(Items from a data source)

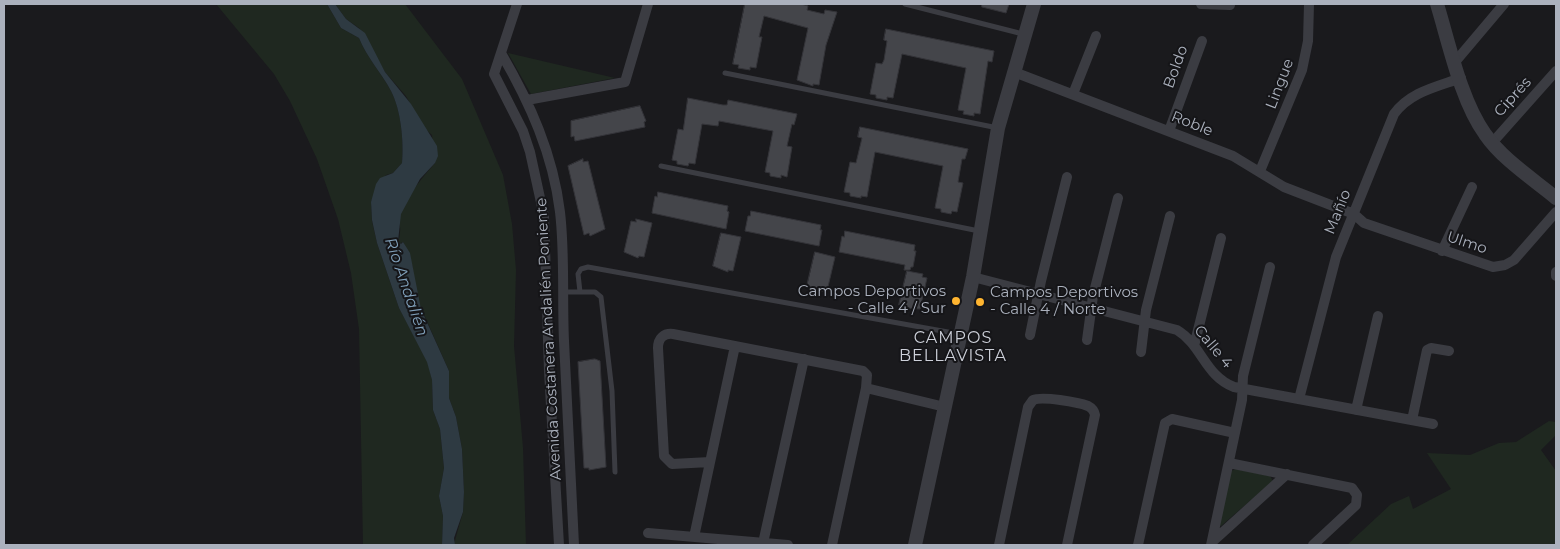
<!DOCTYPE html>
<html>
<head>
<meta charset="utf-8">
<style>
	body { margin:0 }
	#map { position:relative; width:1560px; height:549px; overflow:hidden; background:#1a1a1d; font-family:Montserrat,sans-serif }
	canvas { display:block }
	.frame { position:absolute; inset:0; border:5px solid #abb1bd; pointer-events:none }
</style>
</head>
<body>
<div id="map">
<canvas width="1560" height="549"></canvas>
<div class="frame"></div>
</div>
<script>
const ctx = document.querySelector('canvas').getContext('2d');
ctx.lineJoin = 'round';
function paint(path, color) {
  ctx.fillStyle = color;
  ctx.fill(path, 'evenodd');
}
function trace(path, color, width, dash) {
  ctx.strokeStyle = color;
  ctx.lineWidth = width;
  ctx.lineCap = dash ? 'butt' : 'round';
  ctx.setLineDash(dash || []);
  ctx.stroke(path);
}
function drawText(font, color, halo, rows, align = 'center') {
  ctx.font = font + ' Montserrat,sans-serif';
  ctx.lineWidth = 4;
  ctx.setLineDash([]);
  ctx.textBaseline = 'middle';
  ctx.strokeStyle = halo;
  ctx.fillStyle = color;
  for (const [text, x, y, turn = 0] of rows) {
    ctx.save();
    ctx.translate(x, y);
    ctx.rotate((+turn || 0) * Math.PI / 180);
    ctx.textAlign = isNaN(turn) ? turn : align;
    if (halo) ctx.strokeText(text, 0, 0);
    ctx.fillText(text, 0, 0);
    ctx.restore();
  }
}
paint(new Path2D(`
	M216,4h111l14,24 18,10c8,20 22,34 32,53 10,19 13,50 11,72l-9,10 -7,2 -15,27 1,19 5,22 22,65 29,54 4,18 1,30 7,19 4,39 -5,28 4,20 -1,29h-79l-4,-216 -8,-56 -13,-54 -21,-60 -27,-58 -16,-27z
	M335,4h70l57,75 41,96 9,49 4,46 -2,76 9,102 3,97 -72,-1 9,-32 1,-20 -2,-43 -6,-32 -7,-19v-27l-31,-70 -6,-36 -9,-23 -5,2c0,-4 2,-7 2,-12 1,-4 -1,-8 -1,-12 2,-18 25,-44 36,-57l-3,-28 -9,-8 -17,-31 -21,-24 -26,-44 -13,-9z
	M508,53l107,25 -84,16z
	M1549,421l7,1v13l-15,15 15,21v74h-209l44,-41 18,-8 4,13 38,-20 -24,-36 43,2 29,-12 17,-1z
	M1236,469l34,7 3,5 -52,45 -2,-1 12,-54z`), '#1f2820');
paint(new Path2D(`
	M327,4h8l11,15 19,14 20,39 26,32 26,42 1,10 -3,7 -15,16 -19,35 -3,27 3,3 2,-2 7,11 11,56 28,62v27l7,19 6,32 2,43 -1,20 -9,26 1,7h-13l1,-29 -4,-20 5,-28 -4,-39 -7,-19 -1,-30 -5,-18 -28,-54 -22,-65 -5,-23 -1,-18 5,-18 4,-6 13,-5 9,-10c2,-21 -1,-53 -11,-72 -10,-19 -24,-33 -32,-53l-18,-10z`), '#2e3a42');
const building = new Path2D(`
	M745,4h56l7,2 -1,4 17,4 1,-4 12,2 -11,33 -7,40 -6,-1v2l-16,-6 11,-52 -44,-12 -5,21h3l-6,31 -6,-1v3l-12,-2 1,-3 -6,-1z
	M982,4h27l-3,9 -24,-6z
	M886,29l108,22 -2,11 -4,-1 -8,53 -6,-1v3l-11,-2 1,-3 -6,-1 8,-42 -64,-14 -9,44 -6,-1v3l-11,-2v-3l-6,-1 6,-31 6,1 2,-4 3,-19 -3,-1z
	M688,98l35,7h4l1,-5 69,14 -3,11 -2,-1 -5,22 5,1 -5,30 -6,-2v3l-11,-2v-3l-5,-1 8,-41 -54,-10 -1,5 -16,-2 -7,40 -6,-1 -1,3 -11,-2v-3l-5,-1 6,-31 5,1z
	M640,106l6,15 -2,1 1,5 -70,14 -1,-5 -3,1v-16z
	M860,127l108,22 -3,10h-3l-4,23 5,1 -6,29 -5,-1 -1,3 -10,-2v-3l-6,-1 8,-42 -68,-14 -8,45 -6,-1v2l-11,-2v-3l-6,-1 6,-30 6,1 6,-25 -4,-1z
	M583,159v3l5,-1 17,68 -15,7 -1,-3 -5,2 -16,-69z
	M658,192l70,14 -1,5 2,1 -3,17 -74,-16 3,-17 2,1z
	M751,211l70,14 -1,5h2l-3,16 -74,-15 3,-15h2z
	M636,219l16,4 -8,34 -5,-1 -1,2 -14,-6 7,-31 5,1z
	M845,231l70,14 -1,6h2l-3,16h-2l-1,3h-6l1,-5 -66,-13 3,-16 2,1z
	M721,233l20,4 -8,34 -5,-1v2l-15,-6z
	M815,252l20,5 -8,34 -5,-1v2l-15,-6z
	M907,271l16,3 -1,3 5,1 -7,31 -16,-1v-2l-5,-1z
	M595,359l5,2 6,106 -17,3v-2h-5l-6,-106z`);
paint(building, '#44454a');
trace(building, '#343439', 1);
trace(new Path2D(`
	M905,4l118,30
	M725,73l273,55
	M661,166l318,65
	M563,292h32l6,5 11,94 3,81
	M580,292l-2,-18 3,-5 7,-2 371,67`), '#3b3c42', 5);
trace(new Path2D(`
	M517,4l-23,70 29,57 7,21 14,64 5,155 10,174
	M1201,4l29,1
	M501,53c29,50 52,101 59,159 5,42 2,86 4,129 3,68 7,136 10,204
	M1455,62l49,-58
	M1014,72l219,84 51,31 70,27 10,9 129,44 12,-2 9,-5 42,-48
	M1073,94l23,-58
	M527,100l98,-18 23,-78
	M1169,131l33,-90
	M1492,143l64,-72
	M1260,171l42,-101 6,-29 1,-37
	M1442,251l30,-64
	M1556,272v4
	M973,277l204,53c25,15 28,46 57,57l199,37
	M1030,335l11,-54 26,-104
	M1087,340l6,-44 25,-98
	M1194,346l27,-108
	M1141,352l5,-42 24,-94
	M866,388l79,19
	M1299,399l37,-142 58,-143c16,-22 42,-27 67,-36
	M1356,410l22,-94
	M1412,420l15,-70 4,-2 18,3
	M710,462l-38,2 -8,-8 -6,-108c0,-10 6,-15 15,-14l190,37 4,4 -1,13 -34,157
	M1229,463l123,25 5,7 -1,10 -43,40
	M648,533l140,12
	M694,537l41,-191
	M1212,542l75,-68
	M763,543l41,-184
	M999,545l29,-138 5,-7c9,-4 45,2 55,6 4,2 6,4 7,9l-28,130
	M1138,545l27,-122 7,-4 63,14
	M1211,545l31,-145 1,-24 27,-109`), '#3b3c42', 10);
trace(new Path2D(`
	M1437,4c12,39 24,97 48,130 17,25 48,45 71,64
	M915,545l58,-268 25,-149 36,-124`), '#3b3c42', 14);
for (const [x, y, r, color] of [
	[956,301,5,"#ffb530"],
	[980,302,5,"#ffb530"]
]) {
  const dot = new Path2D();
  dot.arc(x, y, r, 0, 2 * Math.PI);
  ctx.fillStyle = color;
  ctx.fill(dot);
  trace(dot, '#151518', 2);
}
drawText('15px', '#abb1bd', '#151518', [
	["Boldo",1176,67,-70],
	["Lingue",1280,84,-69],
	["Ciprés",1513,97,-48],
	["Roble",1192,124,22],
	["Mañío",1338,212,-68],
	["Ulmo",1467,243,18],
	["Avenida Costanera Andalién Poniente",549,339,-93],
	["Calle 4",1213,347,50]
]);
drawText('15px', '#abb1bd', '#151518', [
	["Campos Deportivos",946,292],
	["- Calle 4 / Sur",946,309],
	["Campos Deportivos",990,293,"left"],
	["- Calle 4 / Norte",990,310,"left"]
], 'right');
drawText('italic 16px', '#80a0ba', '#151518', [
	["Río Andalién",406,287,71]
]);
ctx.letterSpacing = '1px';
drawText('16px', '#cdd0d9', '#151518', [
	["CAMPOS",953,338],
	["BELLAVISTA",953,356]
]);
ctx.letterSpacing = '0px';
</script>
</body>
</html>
---
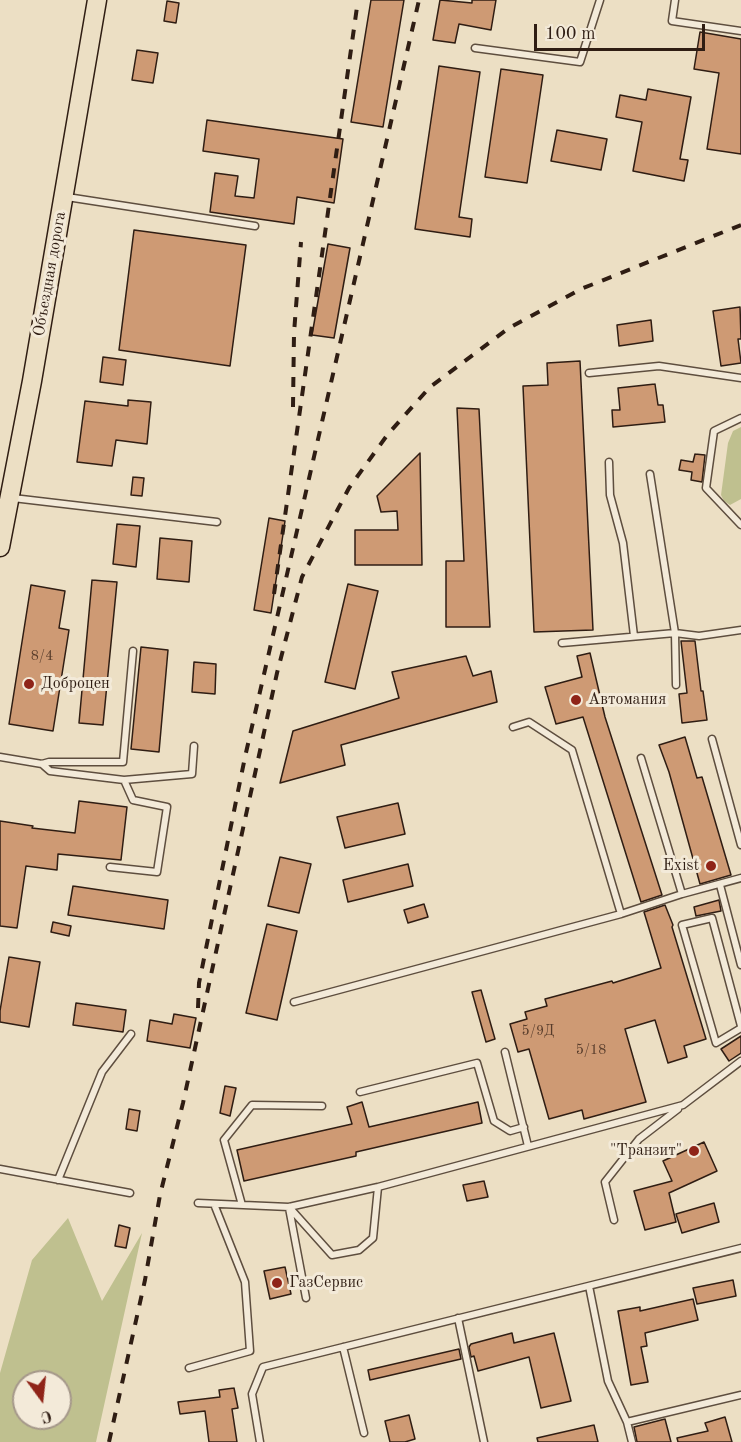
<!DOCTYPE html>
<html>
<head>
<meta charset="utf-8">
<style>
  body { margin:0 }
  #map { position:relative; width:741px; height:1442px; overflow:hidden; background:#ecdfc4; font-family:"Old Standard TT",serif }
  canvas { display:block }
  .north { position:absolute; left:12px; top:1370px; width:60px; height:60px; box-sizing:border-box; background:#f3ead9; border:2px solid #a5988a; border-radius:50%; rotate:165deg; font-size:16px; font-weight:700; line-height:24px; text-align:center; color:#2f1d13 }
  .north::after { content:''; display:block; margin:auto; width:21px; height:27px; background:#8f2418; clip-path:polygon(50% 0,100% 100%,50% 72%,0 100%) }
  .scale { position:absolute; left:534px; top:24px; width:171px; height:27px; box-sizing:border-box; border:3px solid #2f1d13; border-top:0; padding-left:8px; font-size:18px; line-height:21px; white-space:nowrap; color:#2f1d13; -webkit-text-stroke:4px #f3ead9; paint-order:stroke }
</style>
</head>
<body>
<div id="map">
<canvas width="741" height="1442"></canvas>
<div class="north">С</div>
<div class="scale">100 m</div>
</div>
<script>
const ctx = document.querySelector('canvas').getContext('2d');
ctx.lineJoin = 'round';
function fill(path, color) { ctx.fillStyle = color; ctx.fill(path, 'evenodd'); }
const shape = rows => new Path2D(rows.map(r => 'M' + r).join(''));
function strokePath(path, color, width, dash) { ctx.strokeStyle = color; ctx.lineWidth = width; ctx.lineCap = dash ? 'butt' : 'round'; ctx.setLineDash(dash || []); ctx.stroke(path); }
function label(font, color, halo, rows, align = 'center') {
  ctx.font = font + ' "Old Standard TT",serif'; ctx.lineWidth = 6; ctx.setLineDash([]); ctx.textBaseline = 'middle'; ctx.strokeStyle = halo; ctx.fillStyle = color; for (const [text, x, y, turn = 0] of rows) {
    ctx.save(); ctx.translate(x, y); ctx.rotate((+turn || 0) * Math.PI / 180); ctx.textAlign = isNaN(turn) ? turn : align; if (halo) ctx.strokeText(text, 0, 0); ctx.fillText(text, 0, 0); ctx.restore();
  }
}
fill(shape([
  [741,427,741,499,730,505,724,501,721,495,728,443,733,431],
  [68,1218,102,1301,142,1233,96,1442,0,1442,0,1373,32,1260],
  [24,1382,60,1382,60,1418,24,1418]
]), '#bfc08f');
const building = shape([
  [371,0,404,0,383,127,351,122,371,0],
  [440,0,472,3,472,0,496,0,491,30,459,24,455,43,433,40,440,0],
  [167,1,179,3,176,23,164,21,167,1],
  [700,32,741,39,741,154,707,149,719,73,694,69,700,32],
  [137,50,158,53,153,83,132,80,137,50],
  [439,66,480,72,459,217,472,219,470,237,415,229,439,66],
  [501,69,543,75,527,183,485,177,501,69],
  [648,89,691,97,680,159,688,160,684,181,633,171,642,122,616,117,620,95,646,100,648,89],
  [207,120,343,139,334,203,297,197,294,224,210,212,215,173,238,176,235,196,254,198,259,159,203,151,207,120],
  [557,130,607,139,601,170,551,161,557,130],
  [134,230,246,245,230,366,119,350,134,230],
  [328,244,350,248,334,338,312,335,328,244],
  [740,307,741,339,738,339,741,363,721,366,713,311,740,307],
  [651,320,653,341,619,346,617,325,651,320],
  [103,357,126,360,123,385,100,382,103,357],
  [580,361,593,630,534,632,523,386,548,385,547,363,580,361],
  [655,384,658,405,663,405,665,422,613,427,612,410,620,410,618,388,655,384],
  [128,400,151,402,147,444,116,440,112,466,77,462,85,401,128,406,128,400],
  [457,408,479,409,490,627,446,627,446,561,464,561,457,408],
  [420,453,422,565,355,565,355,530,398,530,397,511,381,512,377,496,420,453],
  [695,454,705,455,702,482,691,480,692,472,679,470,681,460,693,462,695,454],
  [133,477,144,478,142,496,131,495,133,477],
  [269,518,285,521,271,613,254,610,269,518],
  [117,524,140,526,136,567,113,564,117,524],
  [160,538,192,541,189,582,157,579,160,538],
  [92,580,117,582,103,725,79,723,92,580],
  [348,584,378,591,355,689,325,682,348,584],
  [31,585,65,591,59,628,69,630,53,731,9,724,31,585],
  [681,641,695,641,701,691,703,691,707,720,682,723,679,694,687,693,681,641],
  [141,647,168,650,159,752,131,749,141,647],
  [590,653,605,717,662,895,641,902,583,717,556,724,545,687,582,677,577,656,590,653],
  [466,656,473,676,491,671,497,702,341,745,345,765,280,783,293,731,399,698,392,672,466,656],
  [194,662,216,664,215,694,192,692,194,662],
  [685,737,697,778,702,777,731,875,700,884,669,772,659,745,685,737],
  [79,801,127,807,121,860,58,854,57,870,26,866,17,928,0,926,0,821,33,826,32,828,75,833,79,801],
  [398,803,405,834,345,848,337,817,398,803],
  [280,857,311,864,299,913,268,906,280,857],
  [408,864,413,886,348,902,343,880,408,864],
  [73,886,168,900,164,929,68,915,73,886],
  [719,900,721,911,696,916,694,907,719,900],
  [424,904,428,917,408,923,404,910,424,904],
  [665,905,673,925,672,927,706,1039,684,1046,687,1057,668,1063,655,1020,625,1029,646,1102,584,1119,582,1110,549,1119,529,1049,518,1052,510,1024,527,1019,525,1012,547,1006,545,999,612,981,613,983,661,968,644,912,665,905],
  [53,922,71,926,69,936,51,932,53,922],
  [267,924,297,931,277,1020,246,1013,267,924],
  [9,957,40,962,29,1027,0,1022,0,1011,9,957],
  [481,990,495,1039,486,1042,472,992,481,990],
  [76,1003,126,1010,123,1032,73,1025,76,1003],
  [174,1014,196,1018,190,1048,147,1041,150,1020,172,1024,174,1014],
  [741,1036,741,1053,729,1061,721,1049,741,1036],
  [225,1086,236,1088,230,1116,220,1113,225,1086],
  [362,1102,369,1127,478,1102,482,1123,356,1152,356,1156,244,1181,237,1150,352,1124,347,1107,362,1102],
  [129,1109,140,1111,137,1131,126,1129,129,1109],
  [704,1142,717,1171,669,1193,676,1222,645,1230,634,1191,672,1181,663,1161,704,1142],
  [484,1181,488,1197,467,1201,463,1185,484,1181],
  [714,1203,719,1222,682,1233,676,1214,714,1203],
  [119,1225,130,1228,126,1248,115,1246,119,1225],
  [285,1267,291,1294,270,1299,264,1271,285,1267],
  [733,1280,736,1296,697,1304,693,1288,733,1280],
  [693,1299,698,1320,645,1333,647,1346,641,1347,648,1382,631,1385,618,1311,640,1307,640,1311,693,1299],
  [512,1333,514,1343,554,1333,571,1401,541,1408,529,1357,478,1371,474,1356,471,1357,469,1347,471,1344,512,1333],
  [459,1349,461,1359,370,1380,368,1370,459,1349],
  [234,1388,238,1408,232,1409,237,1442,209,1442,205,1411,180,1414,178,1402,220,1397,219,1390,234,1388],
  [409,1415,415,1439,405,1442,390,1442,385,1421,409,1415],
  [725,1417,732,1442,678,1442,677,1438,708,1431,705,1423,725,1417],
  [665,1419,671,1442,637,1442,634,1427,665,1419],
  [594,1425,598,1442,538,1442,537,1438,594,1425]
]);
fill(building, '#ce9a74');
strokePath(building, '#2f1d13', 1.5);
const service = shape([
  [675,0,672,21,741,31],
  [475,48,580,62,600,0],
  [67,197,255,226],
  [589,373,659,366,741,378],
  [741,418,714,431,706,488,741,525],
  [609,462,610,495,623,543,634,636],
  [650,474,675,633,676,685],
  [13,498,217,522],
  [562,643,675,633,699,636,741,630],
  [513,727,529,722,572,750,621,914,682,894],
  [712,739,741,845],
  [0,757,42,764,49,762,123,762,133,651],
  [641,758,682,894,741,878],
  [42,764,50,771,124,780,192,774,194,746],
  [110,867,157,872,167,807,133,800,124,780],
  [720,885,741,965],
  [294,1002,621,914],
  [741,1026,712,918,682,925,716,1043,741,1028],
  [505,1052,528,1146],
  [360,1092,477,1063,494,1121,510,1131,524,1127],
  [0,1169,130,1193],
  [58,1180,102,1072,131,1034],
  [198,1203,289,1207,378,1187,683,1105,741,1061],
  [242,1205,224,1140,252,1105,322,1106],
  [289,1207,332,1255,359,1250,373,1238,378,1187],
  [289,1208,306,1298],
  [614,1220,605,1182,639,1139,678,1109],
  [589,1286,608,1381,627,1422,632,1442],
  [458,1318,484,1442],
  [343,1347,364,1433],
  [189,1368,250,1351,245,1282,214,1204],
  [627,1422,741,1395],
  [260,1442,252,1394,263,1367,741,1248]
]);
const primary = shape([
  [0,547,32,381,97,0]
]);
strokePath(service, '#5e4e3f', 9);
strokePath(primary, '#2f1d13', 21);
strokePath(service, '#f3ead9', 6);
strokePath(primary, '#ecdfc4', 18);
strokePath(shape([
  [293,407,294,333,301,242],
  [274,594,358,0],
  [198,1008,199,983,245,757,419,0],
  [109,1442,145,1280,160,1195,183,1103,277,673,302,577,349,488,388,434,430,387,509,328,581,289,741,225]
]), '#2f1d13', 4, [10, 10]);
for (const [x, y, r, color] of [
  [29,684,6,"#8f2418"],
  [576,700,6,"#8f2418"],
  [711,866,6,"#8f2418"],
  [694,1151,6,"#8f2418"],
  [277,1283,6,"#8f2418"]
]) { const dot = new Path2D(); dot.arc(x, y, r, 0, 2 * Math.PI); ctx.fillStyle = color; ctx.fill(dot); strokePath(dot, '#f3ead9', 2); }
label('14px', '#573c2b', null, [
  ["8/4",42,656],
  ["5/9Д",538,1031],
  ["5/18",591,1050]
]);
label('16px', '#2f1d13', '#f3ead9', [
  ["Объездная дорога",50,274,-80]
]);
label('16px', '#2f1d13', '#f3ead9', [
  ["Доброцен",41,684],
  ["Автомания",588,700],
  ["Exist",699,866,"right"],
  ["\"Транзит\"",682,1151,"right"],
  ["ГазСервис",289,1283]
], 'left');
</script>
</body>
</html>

→ **PROBLEM DETAILS**
Throughout the data above, report every line that contains the string "strokeText".

→ **REPLY TO THE EXERCISE**
    if (halo) ctx.strokeText(text, 0, 0);
    ctx.save(); ctx.translate(x, y); ctx.rotate((+turn || 0) * Math.PI / 180); ctx.textAlign = isNaN(turn) ? turn : align; if (halo) ctx.strokeText(text, 0, 0); ctx.fillText(text, 0, 0); ctx.restore();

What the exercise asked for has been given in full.